Tag Archives: Dublin

The North Side of Dublin

(Dun Laoghaire, Co. Dublin, Ireland)

Maybe, just maybe, the north side of Dublin wasn’t going to be as squalid as “The Commitments” made it out to be.  It certainly started out fine:  O’Connell Street is a very wide boulevard with fast food outlets and souvenir shops similar to those that you’d find in any other European capital.

The O'Connell Bridge, leading to the north side of Dublin
The O’Connell Bridge, leading to the north side of Dublin

My travel schedule and the Gaelic football and hurling schedules seemed to be working at cross-purposes, so I didn’t make it to a live match.  To compensate, I ventured deep (by tourist standards) into the north end of Dublin to visit the Gaelic Athletic Association Museum.  The Museum is located at Croke Park (a stadium with a capacity of 82,300 spectators that is devoted to these uniquely Irish sports – see top photo), so I would at least get to see the premier Irish sporting venue.  Even better, the Museum advertised an extensive interactive section that would allow me to try these sports for myself!

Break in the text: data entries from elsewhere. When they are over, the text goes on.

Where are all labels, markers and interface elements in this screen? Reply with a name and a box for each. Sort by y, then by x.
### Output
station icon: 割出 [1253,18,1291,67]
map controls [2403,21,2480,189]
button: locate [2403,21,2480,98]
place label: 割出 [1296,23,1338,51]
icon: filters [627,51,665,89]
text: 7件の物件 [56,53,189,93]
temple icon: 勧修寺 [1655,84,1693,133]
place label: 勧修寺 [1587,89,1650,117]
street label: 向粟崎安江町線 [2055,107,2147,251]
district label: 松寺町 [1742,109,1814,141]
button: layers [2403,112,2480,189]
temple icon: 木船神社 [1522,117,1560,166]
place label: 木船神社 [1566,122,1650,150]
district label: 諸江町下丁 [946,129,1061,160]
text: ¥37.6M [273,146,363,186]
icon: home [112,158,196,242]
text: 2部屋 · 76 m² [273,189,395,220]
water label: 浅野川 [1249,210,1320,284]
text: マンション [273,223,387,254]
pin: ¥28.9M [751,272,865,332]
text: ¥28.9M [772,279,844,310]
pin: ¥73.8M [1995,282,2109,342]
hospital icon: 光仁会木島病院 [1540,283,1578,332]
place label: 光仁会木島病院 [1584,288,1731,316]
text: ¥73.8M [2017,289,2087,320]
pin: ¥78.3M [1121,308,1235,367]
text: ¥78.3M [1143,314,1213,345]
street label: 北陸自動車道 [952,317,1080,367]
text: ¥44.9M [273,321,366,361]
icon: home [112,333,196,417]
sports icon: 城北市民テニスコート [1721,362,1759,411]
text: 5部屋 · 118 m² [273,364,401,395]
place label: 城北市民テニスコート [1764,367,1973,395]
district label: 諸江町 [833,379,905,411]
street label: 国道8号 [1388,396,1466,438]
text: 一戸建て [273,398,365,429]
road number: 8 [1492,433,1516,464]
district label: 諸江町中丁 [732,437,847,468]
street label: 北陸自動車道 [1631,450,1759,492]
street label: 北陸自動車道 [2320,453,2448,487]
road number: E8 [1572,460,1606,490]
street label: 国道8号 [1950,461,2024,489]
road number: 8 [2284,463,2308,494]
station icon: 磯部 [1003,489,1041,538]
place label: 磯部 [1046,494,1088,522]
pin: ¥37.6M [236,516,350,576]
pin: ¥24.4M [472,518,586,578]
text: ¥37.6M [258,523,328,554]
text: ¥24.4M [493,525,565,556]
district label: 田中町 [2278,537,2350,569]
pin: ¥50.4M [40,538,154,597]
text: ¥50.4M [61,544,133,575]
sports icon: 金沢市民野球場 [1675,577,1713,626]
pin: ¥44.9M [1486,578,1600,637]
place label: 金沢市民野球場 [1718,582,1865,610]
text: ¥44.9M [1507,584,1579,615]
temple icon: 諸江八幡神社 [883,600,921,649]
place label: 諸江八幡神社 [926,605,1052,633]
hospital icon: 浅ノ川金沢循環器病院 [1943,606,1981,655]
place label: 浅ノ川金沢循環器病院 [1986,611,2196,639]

Ireland is enthusiastic about its language, music and sports.  Irish schoolchildren are presented with ample opportunities to explore each of these elements of their culture…which, in this case, meant that I had to dodge rampaging groups of schoolchildren at the Museum.  Fortunately for me, they didn’t linger too long in any one place.  While they were commandeering the interactive area, I was learning how integral these Irish sports were to the national identity…and how they also provided an excellent “cover” for discussions of independence when Ireland was still completely controlled by the U.K.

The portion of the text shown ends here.